● WORK REQUEST
Copy every line from the material below that holds "Lima".

● THE RECORDS
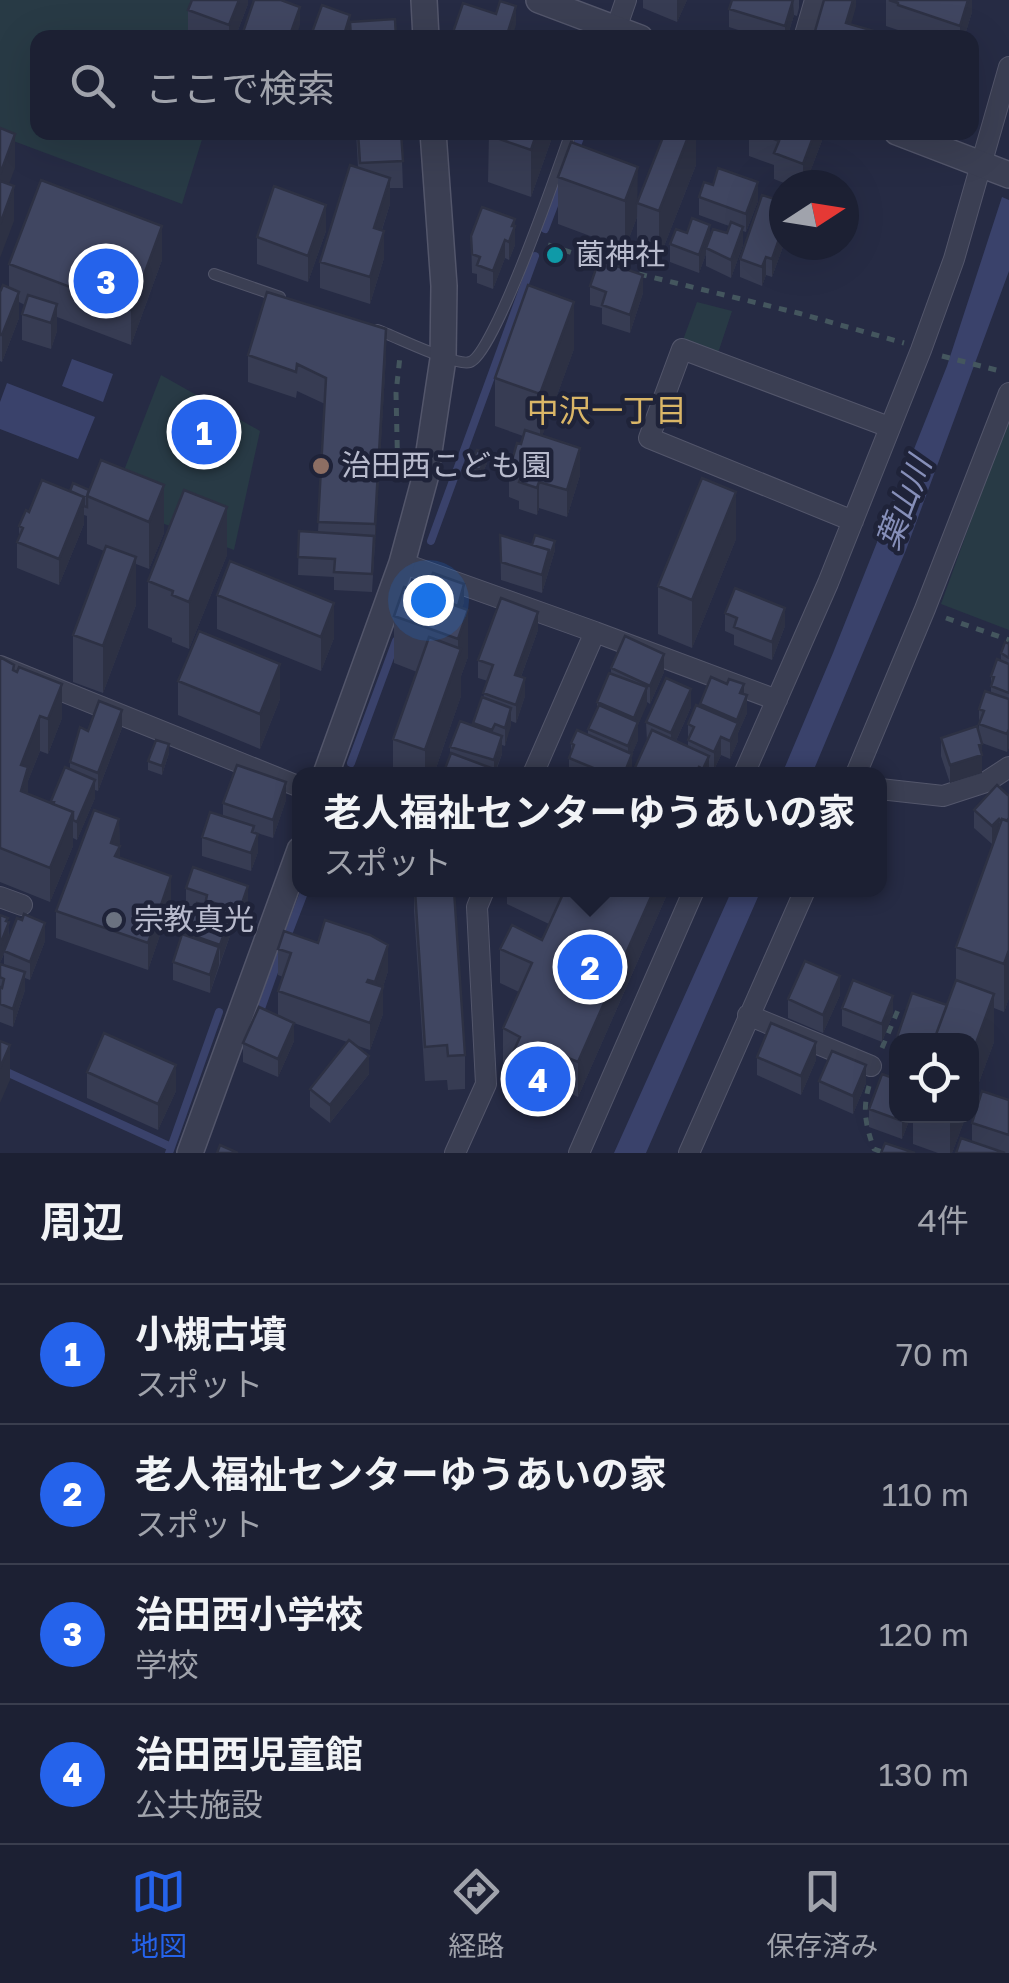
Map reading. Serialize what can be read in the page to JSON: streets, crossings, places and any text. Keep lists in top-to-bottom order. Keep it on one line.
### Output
{"districts":["中沢一丁目"],"water":["葉山川"],"places":["菌神社","治田西こども園","宗教真光"],"north":"right","page":{"search":"ここで検索","pins":["3","1","2","4"],"popup":["老人福祉センターゆうあいの家","スポット"],"heading":["周辺","4件"],"list":[{"mark":"1","name":"小槻古墳","note":"スポット","value":"70 m"},{"mark":"2","name":"老人福祉センターゆうあいの家","note":"スポット","value":"110 m"},{"mark":"3","name":"治田西小学校","note":"学校","value":"120 m"},{"mark":"4","name":"治田西児童館","note":"公共施設","value":"130 m"}],"nav":["地図","経路","保存済み"]}}
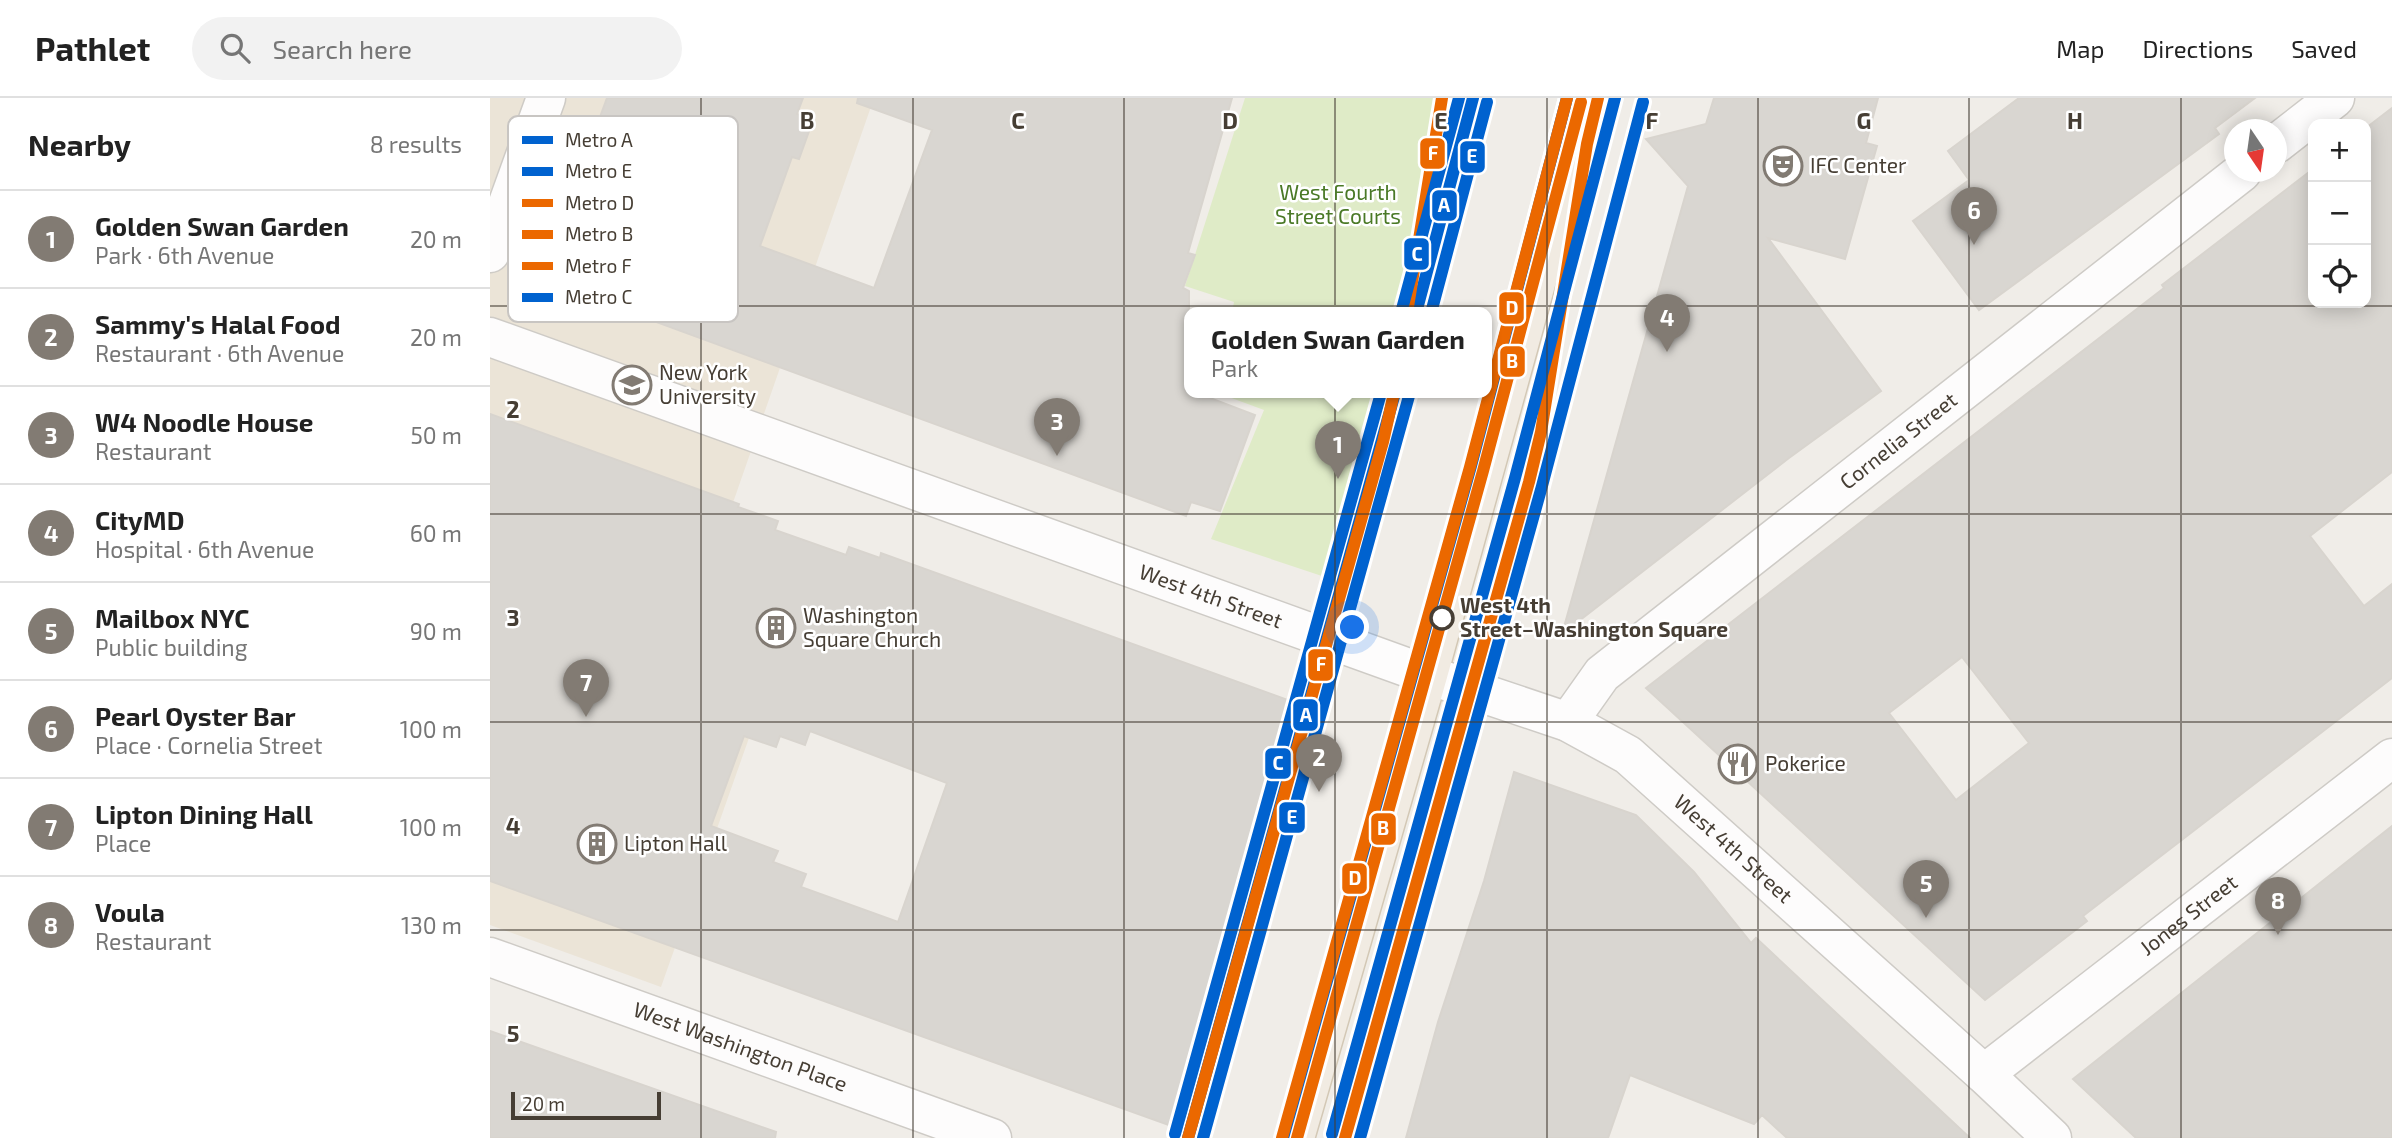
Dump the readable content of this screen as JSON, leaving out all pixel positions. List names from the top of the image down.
{
  "streets": {
    "street": [
      "Cornelia Street",
      "West 4th Street",
      "Jones Street",
      "West Washington Place"
    ]
  },
  "crossings": [
    ["Cornelia Street", "West 4th Street"],
    ["West 4th Street", "Jones Street"]
  ],
  "parks": ["West Fourth Street Courts"],
  "places": {
    "theatre": ["IFC Center"],
    "school or university": ["New York University"],
    "other": ["West 4th Street–Washington Square"],
    "building": ["Washington Square Church", "Lipton Hall"],
    "restaurant": ["Pokerice"]
  },
  "lines": [
    "metro line A",
    "metro line D",
    "metro line F",
    "metro line C",
    "metro line E",
    "metro line B"
  ],
  "legend": [
    "Metro A",
    "Metro E",
    "Metro D",
    "Metro B",
    "Metro F",
    "Metro C"
  ],
  "scale_bar": "20 m",
  "north": "bottom",
  "page": {
    "header": "Pathlet",
    "search": "Search here",
    "nav": ["Map", "Directions", "Saved"],
    "heading": ["Nearby", "8 results"],
    "map_buttons": ["+", "−"],
    "pins": [
      "6",
      "4",
      "3",
      "1",
      "7",
      "2",
      "5",
      "8"
    ],
    "list": [
      {
        "mark": "1",
        "name": "Golden Swan Garden",
        "note": "Park · 6th Avenue",
        "value": "20 m"
      },
      {
        "mark": "2",
        "name": "Sammy's Halal Food",
        "note": "Restaurant · 6th Avenue",
        "value": "20 m"
      },
      {
        "mark": "3",
        "name": "W4 Noodle House",
        "note": "Restaurant",
        "value": "50 m"
      },
      {
        "mark": "4",
        "name": "CityMD",
        "note": "Hospital · 6th Avenue",
        "value": "60 m"
      },
      {
        "mark": "5",
        "name": "Mailbox NYC",
        "note": "Public building",
        "value": "90 m"
      },
      {
        "mark": "6",
        "name": "Pearl Oyster Bar",
        "note": "Place · Cornelia Street",
        "value": "100 m"
      },
      {
        "mark": "7",
        "name": "Lipton Dining Hall",
        "note": "Place",
        "value": "100 m"
      },
      {
        "mark": "8",
        "name": "Voula",
        "note": "Restaurant",
        "value": "130 m"
      }
    ],
    "popup": ["Golden Swan Garden", "Park"],
    "scale": "20 m"
  },
  "grid": {
    "columns": [
      "B",
      "C",
      "D",
      "E",
      "F",
      "G",
      "H"
    ],
    "rows": [
      "2",
      "3",
      "4",
      "5"
    ]
  }
}
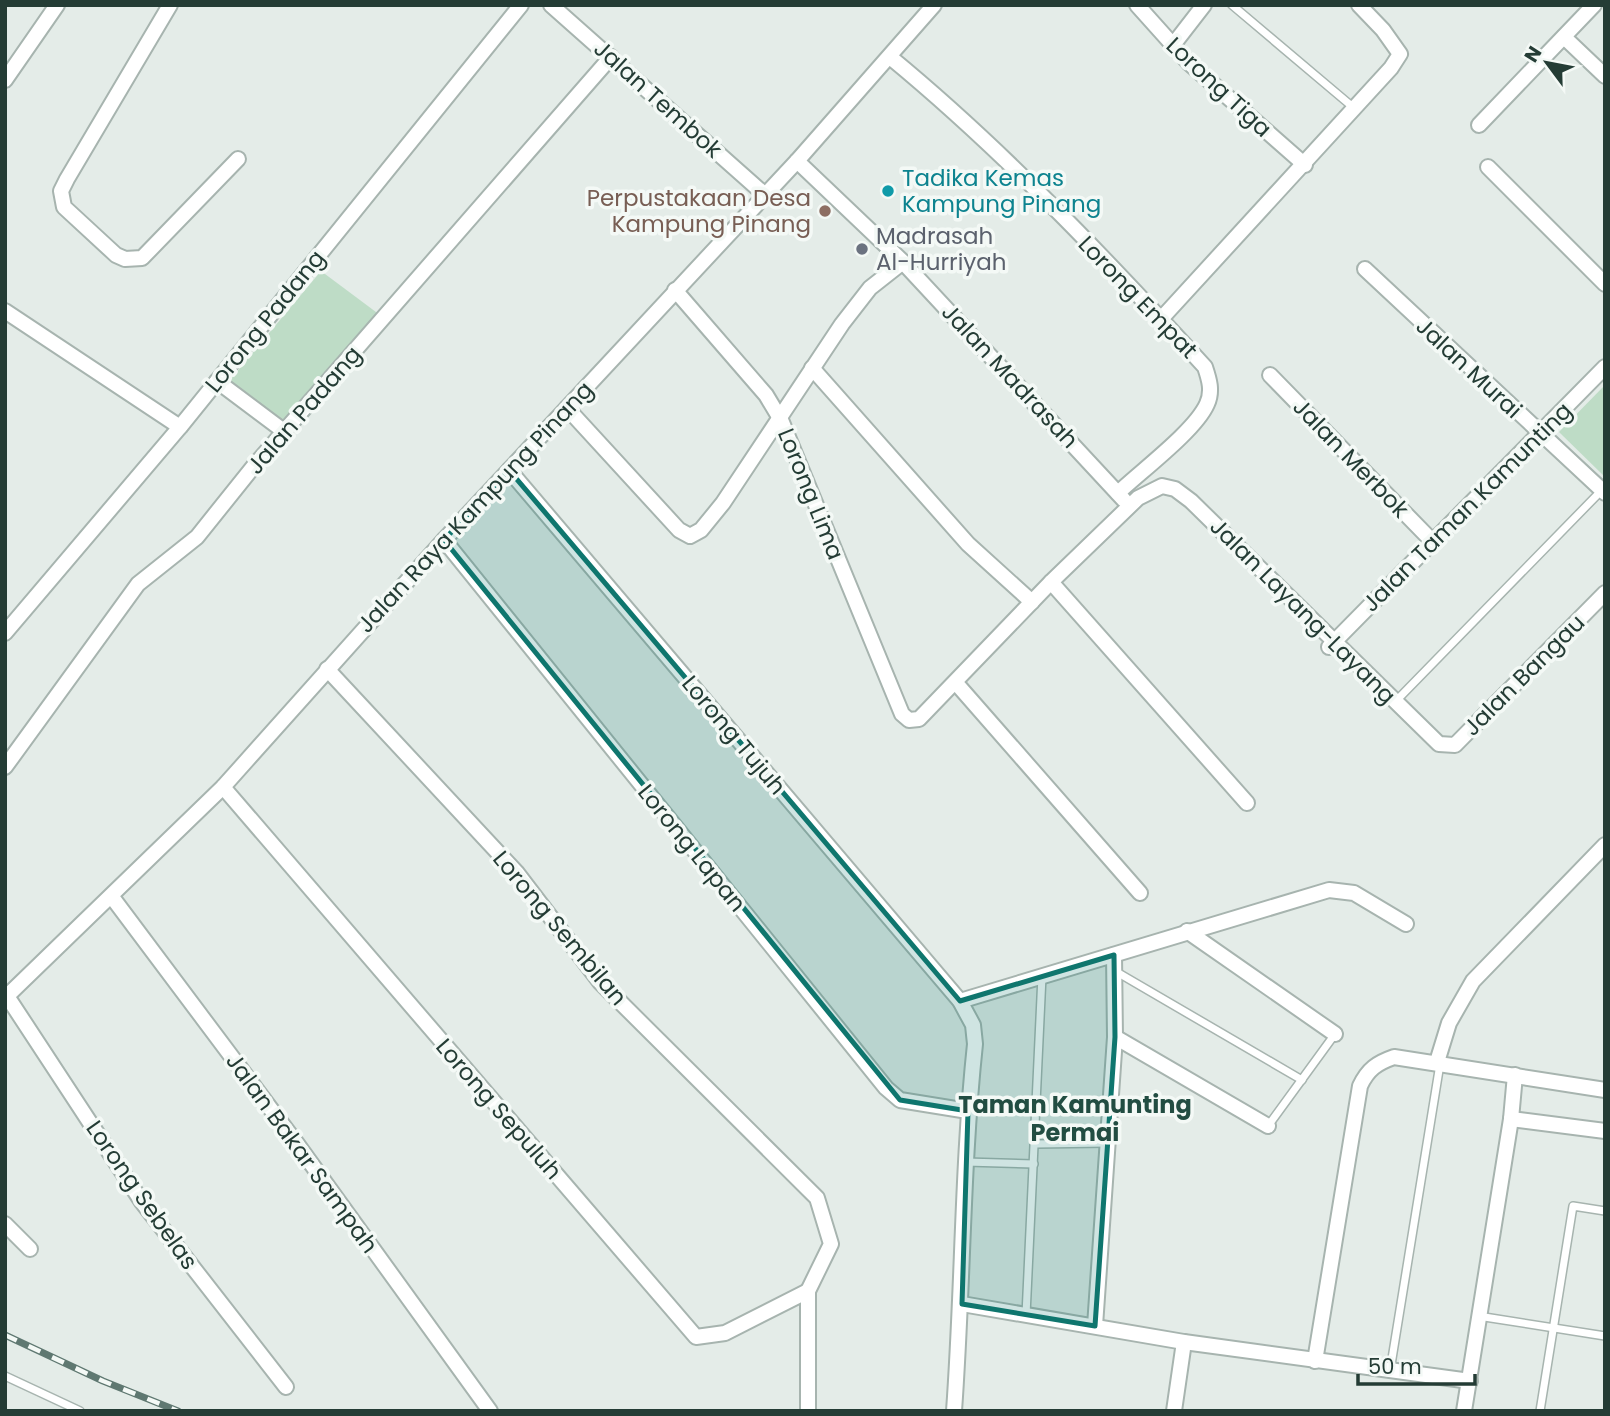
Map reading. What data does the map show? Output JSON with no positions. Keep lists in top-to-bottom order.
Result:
{
  "streets": {
    "street": [
      "Lorong Tiga",
      "Jalan Tembok",
      "Lorong Empat",
      "Lorong Padang",
      "Jalan Murai",
      "Jalan Madrasah",
      "Jalan Padang",
      "Jalan Merbok",
      "Lorong Lima",
      "Jalan Raya Kampung Pinang",
      "Jalan Taman Kamunting",
      "Jalan Layang-Layang",
      "Jalan Bangau",
      "Lorong Tujuh",
      "Lorong Lapan",
      "Lorong Sembilan",
      "Lorong Sepuluh",
      "Jalan Bakar Sampah",
      "Lorong Sebelas"
    ]
  },
  "crossings": [
    ["Jalan Tembok", "Jalan Padang"],
    ["Jalan Tembok", "Jalan Raya Kampung Pinang"],
    ["Lorong Empat", "Jalan Madrasah"],
    ["Lorong Empat", "Jalan Raya Kampung Pinang"],
    ["Jalan Murai", "Jalan Taman Kamunting"],
    ["Jalan Madrasah", "Jalan Raya Kampung Pinang"],
    ["Jalan Madrasah", "Jalan Layang-Layang"],
    ["Jalan Merbok", "Jalan Taman Kamunting"],
    ["Lorong Lima", "Jalan Raya Kampung Pinang"],
    ["Jalan Raya Kampung Pinang", "Lorong Tujuh"],
    ["Jalan Raya Kampung Pinang", "Lorong Lapan"],
    ["Jalan Raya Kampung Pinang", "Lorong Sembilan"],
    ["Jalan Raya Kampung Pinang", "Lorong Sepuluh"],
    ["Jalan Raya Kampung Pinang", "Jalan Bakar Sampah"],
    ["Jalan Raya Kampung Pinang", "Lorong Sebelas"],
    ["Jalan Taman Kamunting", "Jalan Layang-Layang"],
    ["Jalan Layang-Layang", "Jalan Bangau"],
    ["Lorong Tujuh", "Lorong Lapan"],
    ["Lorong Sembilan", "Lorong Sepuluh"]
  ],
  "districts": ["Taman Kamunting Permai"],
  "places": ["Tadika Kemas Kampung Pinang", "Perpustakaan Desa Kampung Pinang", "Madrasah Al-Hurriyah"],
  "scale_bar": "50 m",
  "north": "top left"
}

● EXERCISE RESPONSE
      "Lorong Lima",
    ["Lorong Lima", "Jalan Raya Kampung Pinang"],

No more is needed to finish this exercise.